Single or double strings?
Not seldom do we hear the opinion voiced that lutes were earlier all strung in courses or ranks, that is with double strings, and that this double-stringing is in fact the prime marker of a “real” lute. This is false.
Single stringing occurs regularly in earlier centuries for instruments of the lute family: theorbos, along with archlutes, chitarrones and gallichons, were strung over the fingerboard with sometimes single and sometimes double courses; while the angelica, tuned throughout like a diatonic harp yet without doubt an authentic historical lute, was exclusively single strung.
Regarding the doubling of the deeper tones, the introduction of octave companions to the bass strings was originally a makeshift – particularly at the time when plectrums were being abandoned for the softer fingertips – in order to lighten the sound of the still unwound strings of very thick, plain gut with its heavy, dull tone. The same purpose was served by the placing, beneath the soundboard, of the bass bar behind the bridge, and later the invention of an extended neck or double head to lengthen the lowest strings.
Octave strings were already strongly criticised by John Dowland (1562-1626) for falsifying the harmony: “… among learned musitians that custome is left, as irregular to the rules of Musicke”.1 One actually could have finally done without them, once wound strings were invented, no later than 1670 – but they were kept for their effect of giving an imaginary fullness of tone to strings of low tension, as a kind of permanent 4-foot register.2
On baroque lutes with 8 or more bass strings tuned diatonically, the octave-doubling strings have the further drawback that the whole register can only be played monophonically, and with the thumb. To pluck with other fingers, that way striking the high string earlier, would mean hearing the subsidiary high octave before the deep note itself. But on the angelica, for example, which was single-strung throughout, the player produced three and even four-voiced chords in this low register.

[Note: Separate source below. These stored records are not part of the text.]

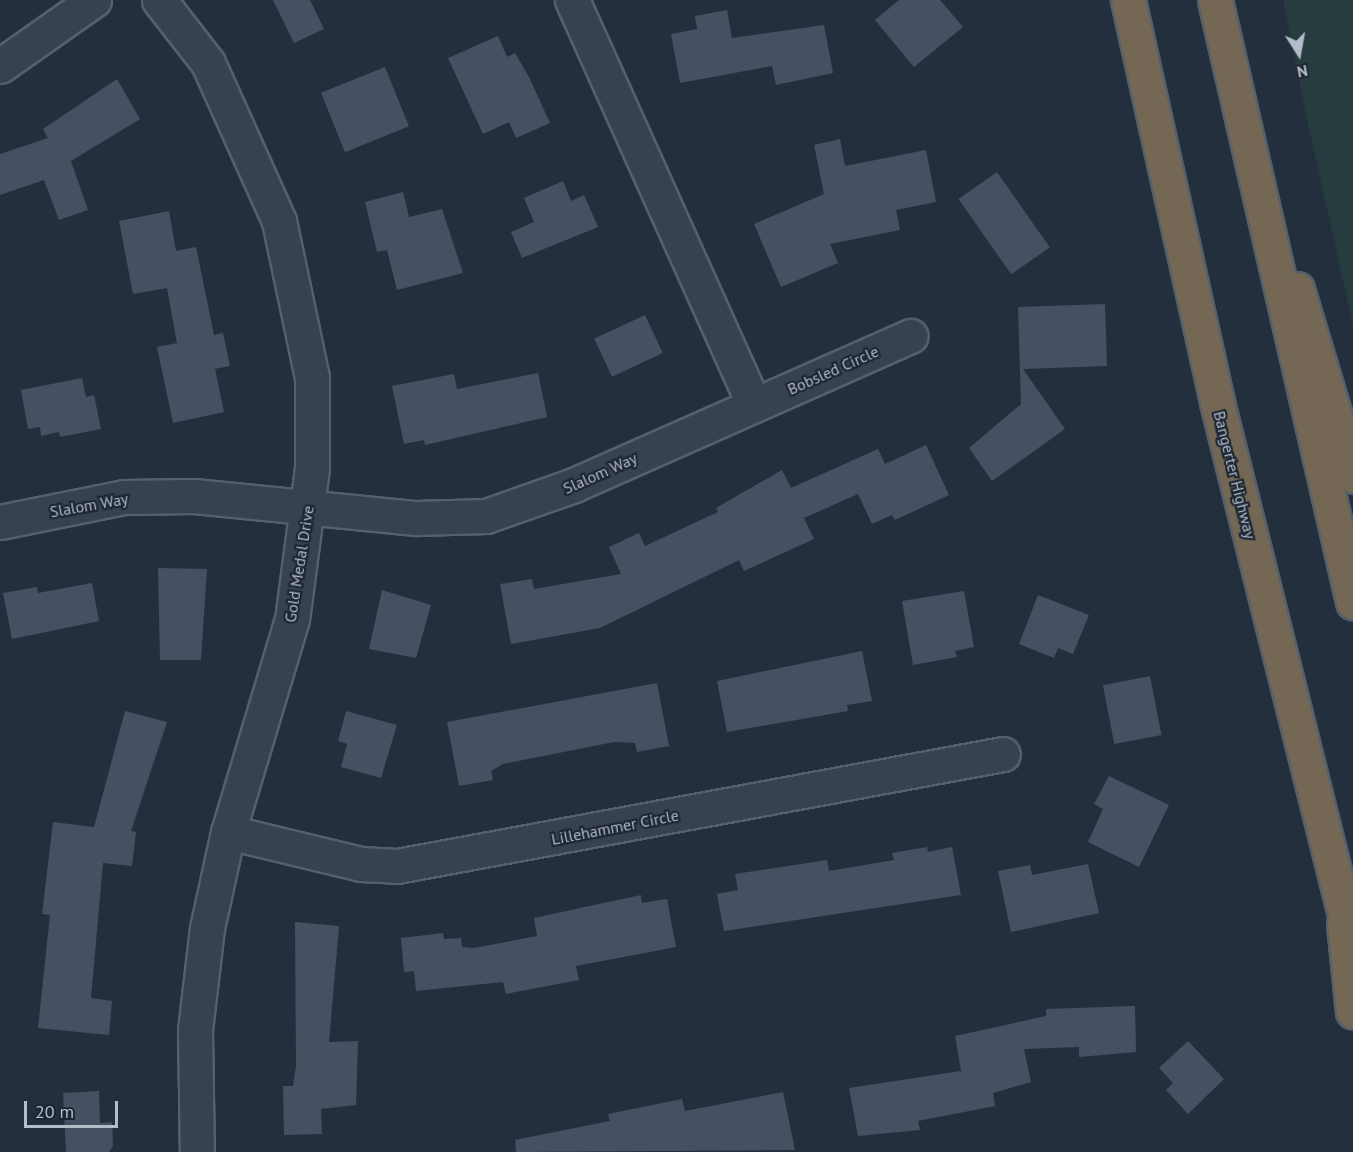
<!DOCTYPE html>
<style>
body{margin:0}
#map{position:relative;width:1353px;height:1152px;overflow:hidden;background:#242f3e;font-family:"PT Sans",sans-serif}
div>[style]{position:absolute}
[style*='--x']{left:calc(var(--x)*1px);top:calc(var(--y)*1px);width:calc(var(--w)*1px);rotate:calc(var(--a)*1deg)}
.green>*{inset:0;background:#263c3f}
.building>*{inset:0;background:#455162;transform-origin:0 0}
.roads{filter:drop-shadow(2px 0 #565f6c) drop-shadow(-2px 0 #565f6c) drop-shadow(0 2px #565f6c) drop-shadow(0 -2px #565f6c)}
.street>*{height:33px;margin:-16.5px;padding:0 16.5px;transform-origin:16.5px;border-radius:16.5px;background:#38414e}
.highway>*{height:33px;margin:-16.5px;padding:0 16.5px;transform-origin:16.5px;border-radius:16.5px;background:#746855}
span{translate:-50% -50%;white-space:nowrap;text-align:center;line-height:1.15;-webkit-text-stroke:4.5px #1d2633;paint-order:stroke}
.street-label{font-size:16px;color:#b4bcc9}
.north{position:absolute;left:1269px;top:24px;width:60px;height:60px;-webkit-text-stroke:4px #1d2633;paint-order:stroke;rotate:169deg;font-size:16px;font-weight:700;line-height:24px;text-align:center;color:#b4bcc9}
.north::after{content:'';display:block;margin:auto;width:21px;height:27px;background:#b4bcc9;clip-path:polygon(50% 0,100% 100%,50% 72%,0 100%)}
.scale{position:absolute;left:24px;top:1101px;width:94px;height:27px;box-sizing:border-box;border:3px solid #b4bcc9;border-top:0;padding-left:8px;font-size:18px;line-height:21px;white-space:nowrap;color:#b4bcc9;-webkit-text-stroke:4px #1d2633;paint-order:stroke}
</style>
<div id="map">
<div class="green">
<div style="clip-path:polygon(1283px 0,1353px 0,1353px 325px,1306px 115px)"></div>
</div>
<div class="building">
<div style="clip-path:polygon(273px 0,310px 0,324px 29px,294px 43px)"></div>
<div style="clip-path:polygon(899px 0,940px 0,963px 27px,914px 67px,875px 20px)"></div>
<div style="clip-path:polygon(727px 10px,732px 38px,824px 25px,833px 73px,776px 85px,772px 66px,680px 83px,671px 34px,697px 29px,695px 16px)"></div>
<div style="clip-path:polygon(498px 36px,507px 57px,515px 53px,529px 77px,550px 123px,516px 138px,509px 122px,483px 134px,448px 58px)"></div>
<div style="left:385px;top:67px;width:64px;height:69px;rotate:68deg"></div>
<div style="clip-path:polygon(117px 79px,140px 119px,71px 161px,88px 210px,59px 220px,44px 180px,0 195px,0 154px,48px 138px,43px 129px)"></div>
<div style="clip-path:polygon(840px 139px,845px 166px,926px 150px,936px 202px,896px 210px,900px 230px,830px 244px,838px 263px,781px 287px,754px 224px,824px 194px,814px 145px)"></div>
<div style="left:997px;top:172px;width:92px;height:47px;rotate:55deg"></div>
<div style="clip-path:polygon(563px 181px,571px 201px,584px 195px,598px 227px,522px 258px,511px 232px,534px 222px,524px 198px)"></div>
<div style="clip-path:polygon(403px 192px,409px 217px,442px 209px,463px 273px,397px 290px,387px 250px,377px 252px,365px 202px)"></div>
<div style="clip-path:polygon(169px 211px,176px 251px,196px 247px,214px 335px,223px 333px,230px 366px,215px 369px,224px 412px,173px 423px,157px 347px,177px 343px,167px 288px,133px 294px,119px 221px)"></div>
<div style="clip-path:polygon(1105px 304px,1107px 366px,1023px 369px,1065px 429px,992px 481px,969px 448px,1021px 404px,1018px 307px)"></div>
<div style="left:645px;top:315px;width:42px;height:56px;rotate:65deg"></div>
<div style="clip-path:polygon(538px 373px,547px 417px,425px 445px,424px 440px,404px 444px,392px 386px,454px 374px,457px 389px)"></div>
<div style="clip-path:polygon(82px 378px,86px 397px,94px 395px,101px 429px,60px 437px,59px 432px,41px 436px,40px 427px,28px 429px,21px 390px)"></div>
<div style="clip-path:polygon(926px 445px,949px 495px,895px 520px,892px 515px,872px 524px,858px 494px,804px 518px,814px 539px,744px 571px,739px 560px,600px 628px,511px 644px,500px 584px,532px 579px,534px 589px,621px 574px,609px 547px,639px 533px,645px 546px,718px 512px,716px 508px,782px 470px,791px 488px,878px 449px,885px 464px)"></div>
<div style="clip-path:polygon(158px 568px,207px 569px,201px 660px,160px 660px)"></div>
<div style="clip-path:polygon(92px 583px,99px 621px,12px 639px,3px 593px,37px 587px,38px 593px)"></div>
<div style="clip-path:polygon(382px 590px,431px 605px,416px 658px,369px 649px)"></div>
<div style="clip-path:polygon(964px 591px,974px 647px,955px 651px,957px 657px,913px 665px,902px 601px)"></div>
<div style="clip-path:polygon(1038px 595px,1089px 615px,1073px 654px,1058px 648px,1054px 658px,1019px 644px)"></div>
<div style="clip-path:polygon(862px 651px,872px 701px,847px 705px,848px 711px,727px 732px,717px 681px)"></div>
<div style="left:1150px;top:676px;width:60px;height:48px;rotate:79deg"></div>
<div style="clip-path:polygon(657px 683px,669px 746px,637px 752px,635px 743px,614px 742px,503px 764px,491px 771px,493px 780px,459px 786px,447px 722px)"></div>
<div style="clip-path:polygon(125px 711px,167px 722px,131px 831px,136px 832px,132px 866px,103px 863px,91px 998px,112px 1001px,109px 1035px,38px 1028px,50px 915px,42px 914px,53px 822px,94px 827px)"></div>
<div style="clip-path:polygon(346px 711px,397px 725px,381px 778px,341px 767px,347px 744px,338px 741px)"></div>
<div style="clip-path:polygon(1109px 776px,1169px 805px,1139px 867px,1088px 842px,1103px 809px,1094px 804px)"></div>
<div style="clip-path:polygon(927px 847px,928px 852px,952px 847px,961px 895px,724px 931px,717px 894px,738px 890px,735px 874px,827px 860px,829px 871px,894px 860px,892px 853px)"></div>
<div style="clip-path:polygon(1088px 864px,1099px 913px,1011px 932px,998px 871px,1030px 865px,1032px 875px)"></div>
<div style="clip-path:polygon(641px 895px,642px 903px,667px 899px,676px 947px,576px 966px,579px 980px,506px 994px,503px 982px,416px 991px,414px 971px,404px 972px,401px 938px,443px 933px,444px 939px,461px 938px,462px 947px,474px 948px,537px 936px,534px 918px)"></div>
<div style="clip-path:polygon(295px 922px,339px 926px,329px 1042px,358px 1041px,356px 1105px,321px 1109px,322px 1134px,284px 1135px,283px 1086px,293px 1086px,296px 1066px)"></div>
<div style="clip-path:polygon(1135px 1006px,1136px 1052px,1079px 1057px,1079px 1047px,1024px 1049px,1031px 1082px,993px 1093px,995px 1106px,918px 1121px,920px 1130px,858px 1136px,849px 1088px,961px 1071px,955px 1036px,1046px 1016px,1046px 1009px)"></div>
<div style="clip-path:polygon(1188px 1041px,1224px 1079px,1188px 1114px,1166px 1090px,1173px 1083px,1159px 1068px)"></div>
<div style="clip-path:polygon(99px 1091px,100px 1123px,112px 1122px,113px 1146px,109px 1152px,66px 1152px,63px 1093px)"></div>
<div style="clip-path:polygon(783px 1092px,795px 1150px,516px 1152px,515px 1140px,610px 1121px,608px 1114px,682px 1099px,685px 1111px)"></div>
</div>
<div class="roads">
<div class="street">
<div style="--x:159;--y:0;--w:80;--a:52.1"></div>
<div style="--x:208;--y:63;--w:173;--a:65.8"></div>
<div style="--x:279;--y:221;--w:159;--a:78.1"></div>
<div style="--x:312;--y:377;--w:91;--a:90"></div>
<div style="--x:312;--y:468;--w:152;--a:97.5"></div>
<div style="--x:292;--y:619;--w:222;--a:106.7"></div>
<div style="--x:228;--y:832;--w:98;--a:102.3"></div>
<div style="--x:207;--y:928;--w:103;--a:96.7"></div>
<div style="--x:195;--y:1030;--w:122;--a:89.1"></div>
<div style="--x:572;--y:0;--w:444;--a:65.8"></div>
<div style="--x:0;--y:66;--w:115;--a:-35.1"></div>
<div style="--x:0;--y:522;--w:126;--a:-11.4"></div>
<div style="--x:124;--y:497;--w:70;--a:-0.8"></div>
<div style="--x:194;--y:496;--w:223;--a:5.7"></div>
<div style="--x:416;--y:518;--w:70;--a:-1.6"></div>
<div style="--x:486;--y:516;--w:93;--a:-19.4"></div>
<div style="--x:574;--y:485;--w:368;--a:-23.9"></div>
<div style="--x:228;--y:832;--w:137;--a:13.5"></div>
<div style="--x:361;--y:864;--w:36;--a:3"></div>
<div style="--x:397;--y:866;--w:616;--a:-10.47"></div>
</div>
<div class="highway">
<div style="--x:1128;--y:0;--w:412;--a:77.5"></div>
<div style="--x:1217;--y:402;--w:562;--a:75.99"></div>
<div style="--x:1215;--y:0;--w:618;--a:77.09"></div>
<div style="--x:1297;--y:289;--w:195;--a:73.3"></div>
<div style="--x:1344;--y:924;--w:88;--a:84.2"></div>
</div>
</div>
<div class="street-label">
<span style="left:833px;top:370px;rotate:-24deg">Bobsled Circle</span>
<span style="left:600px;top:473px;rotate:-24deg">Slalom Way</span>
<span style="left:1235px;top:475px;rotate:76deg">Bangerter Highway</span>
<span style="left:89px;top:505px;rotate:-10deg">Slalom Way</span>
<span style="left:299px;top:564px;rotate:-81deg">Gold Medal Drive</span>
<span style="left:615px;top:827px;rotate:-11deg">Lillehammer Circle</span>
</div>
<div class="north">N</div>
<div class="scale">20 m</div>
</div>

I believe that the reluctance among modern composers to write works for the old lute is due not least to the restrictions apparent in the stringing. Julian Bream expressed the right instinct when he advised Benjamin Britten to give his “Nocturnal op.70” to the guitar, rather than to the lute as he had originally planned. A lute in its traditional form was in no way in a position to sound the depths of such a composition.
Double courses require a technique which rather strokes than plucks the strings, setting them in vibration parallel to the soundboard. From the point of view of optimal air and soundboard resonance, this is known to be the least effective method. Players of guitars and theorbos know they need to play the strings down “into” the instrument, in order to get the full sound. Renouncing double courses does admittedly first mean losing that silvery rustling which many enthusiasts find to be the “authentic” lute’s chief characteristic. It leads, however, in combination with the new soundboard construction and higher string tension, to a real exploitation of the enclosed air mass and to an incomparably greater range of sound-shaping possibilities.
Two strings with half-tension do not achieve the same realisation of sound as does a single string in full tension. Moreover the co-ordination of thin strings to the internal resistance, or impedance, of the soundboard deviates widely from the ideal match.
1 Dowland’s contemporaries could hardly afford to dispense with octave stringing, despite his reservations, since the sound of thick gut, unwound, on a lute of short string-length was scarcely satisfactory without them.
2 By 4-foot register is meant the supplementary set of pipes or strings on keyboard instruments which, with the depressing of a single key, automatically double the note an octave above.